My A to Z Challenge theme is teaching you how not to write a book, or a short story, or any piece of creative writing whatsoever. For more information, including links to previous chapters and lessons, please refer to this post. Now buckle in and proceed with…



Billionaire Highlander cowboy Hawk MacHardcastle is tired of living the jetset life of champagne, bucking broncos, kilts, fast cars, and burning bundles of cash for warmth. Desperate to find meaning in his life, he retires to his family’s isolated cabin in the wilds of New Jersey, on the shores of majestic Lake Latrine.

There, Hawk plans on self-reflection and pursuing the great love of his life—fishing. However, Hawk’s self-imposed loneliness comes to an end when he makes a most unusual companion and fishing buddy.
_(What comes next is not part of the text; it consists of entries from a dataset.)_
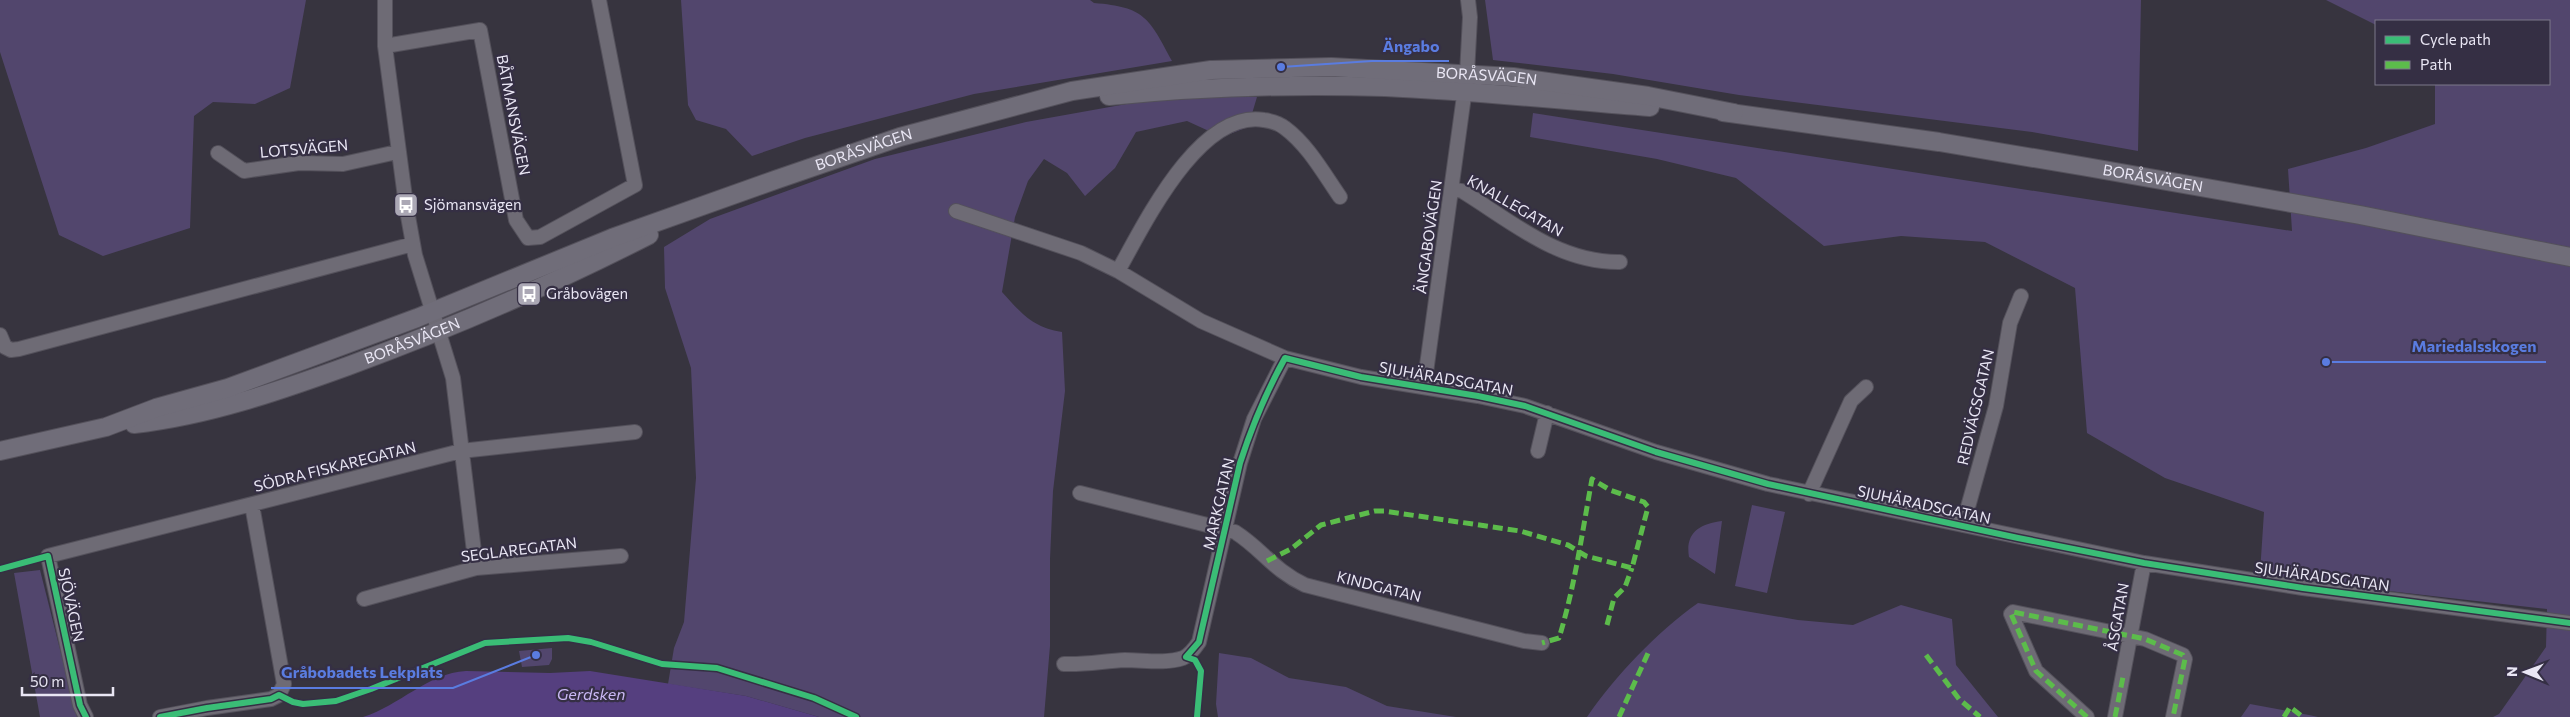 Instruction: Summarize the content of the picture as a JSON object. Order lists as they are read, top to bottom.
{
  "streets": {
    "main road": ["BORÅSVÄGEN"],
    "street": [
      "BÅTMANSVÄGEN",
      "LOTSVÄGEN",
      "KNALLEGATAN",
      "ÄNGABOVÄGEN",
      "SJUHÄRADSGATAN",
      "REDVÄGSGATAN",
      "SÖDRA FISKAREGATAN",
      "MARKGATAN",
      "SEGLAREGATAN",
      "KINDGATAN",
      "SJÖVÄGEN",
      "ÅSGATAN"
    ]
  },
  "crossings": [
    ["BORÅSVÄGEN", "ÄNGABOVÄGEN"],
    ["KNALLEGATAN", "ÄNGABOVÄGEN"],
    ["ÄNGABOVÄGEN", "SJUHÄRADSGATAN"],
    ["SJUHÄRADSGATAN", "REDVÄGSGATAN"],
    ["SJUHÄRADSGATAN", "MARKGATAN"],
    ["SJUHÄRADSGATAN", "ÅSGATAN"],
    ["SÖDRA FISKAREGATAN", "SJÖVÄGEN"],
    ["MARKGATAN", "KINDGATAN"]
  ],
  "water": ["Gerdsken"],
  "places": {
    "other": ["Ängabo", "Mariedalsskogen", "Gråbobadets Lekplats"],
    "bus stop": ["Sjömansvägen", "Gråbovägen"]
  },
  "legend": ["Cycle path", "Path"],
  "scale_bar": "50 m",
  "north": "left"
}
Dropsy Velvet was once a young woman living on the shores of Lake Latrine with her settler family. However, a curse turned her into a mermaid and now she lives, sad and alone, in the depths of the lake. She hasn’t had human contact for close to fifty years, thanks to everyone either being terrified of her or thinking they’re drunk when they see her—but Hawk may be the connection to the world she’s been craving. Charmed by her innocent face, sparkling wit, and huge bare breasts, Hawk decides to help her find a way to lift the curse, as she will lift his: the curse of ennui and affluenza. But time is running out, for something sinister wants to flush Latrine away forever.


That night Hawk slept on the beach, near the water, both to be closer to his new mermaid friend and to watch out for the creepy old woman. He was like an ancient Roman centurion, ever on guard. Next to him lay a shotgun, three knives, a sword, a pistol, a mace, and six throwing stars, a true arsenal of the gods. No witches, demons, monsters, or tax collectors would pass by him that night.

Dropsy slept in the water, floating on her back like a ship passing in the night, one with huge breasts like great succulent watermelons bobbing across the surface. Her hair spread around her in the water like creepy seaweed.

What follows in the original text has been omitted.